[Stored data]

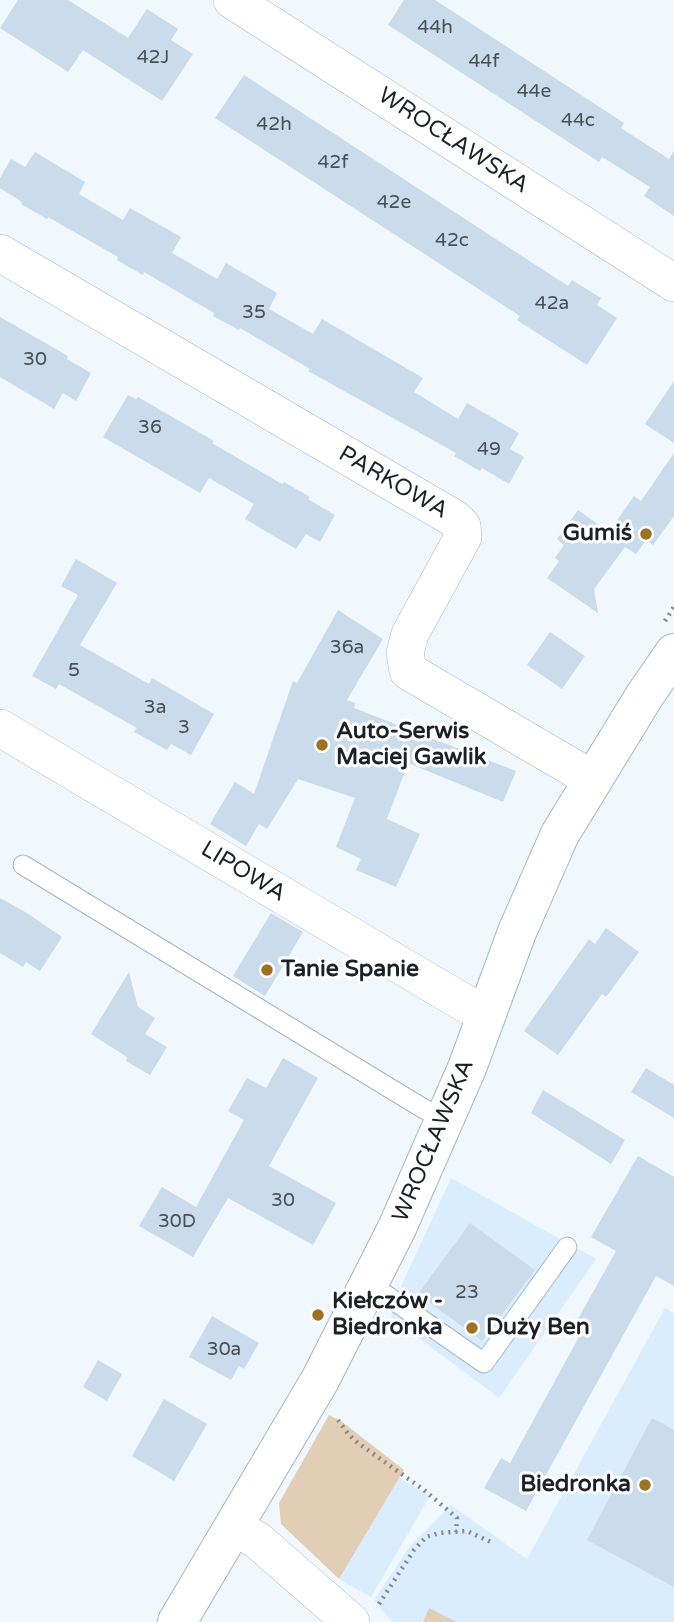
<!DOCTYPE html>
<html>
<head>
<meta charset="utf-8">
<style>
  body { margin:0 }
  canvas { display:block; background:#f0f7fd }
</style>
</head>
<body>
<canvas width="674" height="1622"></canvas>
<script>
const g = document.querySelector('canvas').getContext('2d');
g.lineJoin = 'round';
function paint(path, color) { g.fillStyle = color; g.fill(path, 'evenodd'); }
const poly = rows => new Path2D(rows.map(r => 'M' + r).join(''));
function stroke(path, color, width, dash) { g.strokeStyle = color; g.lineWidth = width; g.lineCap = dash ? 'butt' : 'round'; g.setLineDash(dash || []); g.stroke(path); }
function drawText(font, color, halo, rows, align = 'center') {
  g.font = font + ' "Varela Round",sans-serif'; g.lineWidth = 6; g.setLineDash([]); g.textBaseline = 'middle'; g.strokeStyle = halo; g.fillStyle = color; for (const [text, x, y, turn = 0] of rows) {
    g.save(); g.translate(x, y); g.rotate((+turn || 0) * Math.PI / 180); g.textAlign = isNaN(turn) ? turn : align; if (halo) g.strokeText(text, 0, 0); g.fillText(text, 0, 0); g.restore();
  }
}
paint(poly([
  [451,1178,596,1259,499,1398,391,1317,403,1282],
  [665,1308,674,1313,674,1622,392,1622,374,1600,410,1546,451,1505,527,1559],
  [399,1478,430,1496,371,1597,339,1579]
]), '#daedfe');
paint(poly([
  [329,1415,341,1421,404,1470,339,1579,281,1524,279,1503],
  [429,1608,456,1622,423,1622]
]), '#e1ceb4');
paint(poly([
  [18,0,68,0,128,38,147,9,178,29,171,40,193,54,162,101,83,50,68,72,0,28],
  [404,0,435,0,624,123,621,128,669,159,674,151,674,216,644,196,650,187,602,157,599,162,388,25],
  [244,75,568,286,572,280,601,298,597,305,617,318,587,365,517,320,520,316,215,118],
  [35,152,85,182,79,194,123,220,130,208,181,237,172,253,217,279,226,263,277,293,269,309,313,334,322,319,423,378,414,392,458,419,467,403,519,433,510,449,524,457,509,484,482,468,480,471,454,456,456,453,308,371,310,369,240,328,239,330,213,316,214,313,144,272,143,275,129,267,117,260,118,257,48,217,47,219,21,204,22,202,0,188,0,178,11,159,25,167],
  [0,317,68,356,67,359,91,373,76,401,63,393,54,409,0,377],
  [674,381,674,443,645,424],
  [128,395,136,399,138,397,162,411,214,441,212,443,282,484,284,482,296,489,310,497,308,499,335,515,320,542,306,534,296,549,245,519,254,504,209,478,200,493,103,437],
  [674,453,674,516,653,545,646,540,636,554,625,547,594,589,598,613,547,578,559,561,555,558,564,545,557,539,578,510,609,532,634,496,641,501],
  [76,559,117,583,80,645,149,684,152,678,214,714,191,755,171,744,167,750,134,732,137,728,59,684,56,689,32,676,78,595,61,586],
  [338,610,383,639,347,700,355,703,354,708,516,771,503,802,408,763,387,819,420,834,396,887,356,870,361,859,336,847,355,798,298,779,267,829,259,824,246,846,210,824,235,782,254,794,293,681,297,683],
  [550,632,585,656,562,689,527,665],
  [0,898,27,913,62,937,40,971,26,962,23,967,0,953],
  [271,913,303,932,265,996,233,976],
  [606,928,639,952,606,997,602,994,558,1055,524,1031,589,939,595,944],
  [129,972,138,1007,155,1018,145,1034,167,1047,150,1075,126,1061,127,1057,91,1034],
  [283,1058,318,1078,269,1166,336,1203,313,1245,228,1198,193,1257,139,1226,162,1187,196,1207,244,1120,228,1111,247,1078,266,1088],
  [646,1068,674,1085,674,1118,631,1092],
  [543,1090,625,1140,611,1164,531,1113],
  [638,1156,674,1177,674,1286,656,1276,526,1511,484,1488,501,1458,510,1463,586,1324,578,1319,616,1251,591,1237],
  [470,1223,535,1270,482,1341,418,1294],
  [212,1316,259,1343,244,1369,239,1366,231,1380,189,1357],
  [98,1360,122,1374,107,1401,83,1387],
  [164,1399,207,1424,174,1481,132,1456],
  [652,1418,674,1430,674,1587,587,1540]
]), '#cadbeb');
const lane = poly([
  [23,865,424,1109,445,1119],
  [370,1284,484,1363,567,1247]
]);
const street = poly([
  [232,0,674,283],
  [0,253,455,519,462,526,463,537,410,634,405,653,408,671,592,779],
  [0,728,466,1004,488,1012],
  [234,1527,257,1540,351,1622]
]);
const secondary = poly([
  [177,1622,320,1380,397,1228,467,1068,517,932,560,834,645,695,674,653]
]);
stroke(lane, '#a6b7c6', 21);
stroke(street, '#a6b7c6', 38);
stroke(secondary, '#a6b7c6', 40);
stroke(poly([
  [665,621,674,607],
  [338,1420,349,1435,358,1443,424,1490,457,1518,456,1532],
  [379,1604,414,1550,426,1537,439,1533,467,1531,491,1542]
]), '#82898f', 4.5, [2, 5]);
stroke(lane, '#fff', 19);
stroke(street, '#fff', 37);
stroke(secondary, '#fff', 38);
for (const [x, y, r, color] of [
  [646,534,7,"#9f7123"],
  [322,745,7,"#9f7123"],
  [267,970,7,"#9f7123"],
  [318,1315,7,"#9f7123"],
  [472,1328,7,"#9f7123"],
  [645,1485,7,"#9f7123"]
]) { const dot = new Path2D(); dot.arc(x, y, r, 0, 2 * Math.PI); g.fillStyle = color; g.fill(dot); stroke(dot, '#fff', 2.5); }
drawText('19px', '#475058', null, [
  ["44h",435,28],
  ["42J",153,58],
  ["44f",484,62],
  ["44e",534,92],
  ["44c",578,121],
  ["42h",274,125],
  ["42f",333,163],
  ["42e",394,203],
  ["42c",452,241],
  ["42a",552,304],
  ["35",254,313],
  ["30",35,360],
  ["36",150,428],
  ["49",489,450],
  ["36a",347,648],
  ["5",74,671],
  ["3a",155,708],
  ["3",184,728],
  ["30",283,1201],
  ["30D",177,1222],
  ["23",467,1293],
  ["30a",224,1350]
]);
drawText('23px', '#1b2127', '#fff', [
  ["WROCŁAWSKA",453,141,33],
  ["PARKOWA",393,483,30],
  ["LIPOWA",243,872,31],
  ["WROCŁAWSKA",434,1141,-67]
]);
drawText('bold 23px', '#1b2127', '#fff', [
  ["Gumiś",632,534,"right"],
  ["Auto-Serwis",336,732],
  ["Maciej Gawlik",336,758],
  ["Tanie Spanie",281,970],
  ["Kiełczów -",332,1302],
  ["Biedronka",332,1328],
  ["Duży Ben",486,1328],
  ["Biedronka",631,1485,"right"]
], 'left');
</script>
</body>
</html>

→ **WORK REQUIRED**
Starting from the data above, filter for lines with "align" and copy each one.

→ **RESPONSE**
function drawText(font, color, halo, rows, align = 'center') {
    g.save(); g.translate(x, y); g.rotate((+turn || 0) * Math.PI / 180); g.textAlign = isNaN(turn) ? turn : align; if (halo) g.strokeText(text, 0, 0); g.fillText(text, 0, 0); g.restore();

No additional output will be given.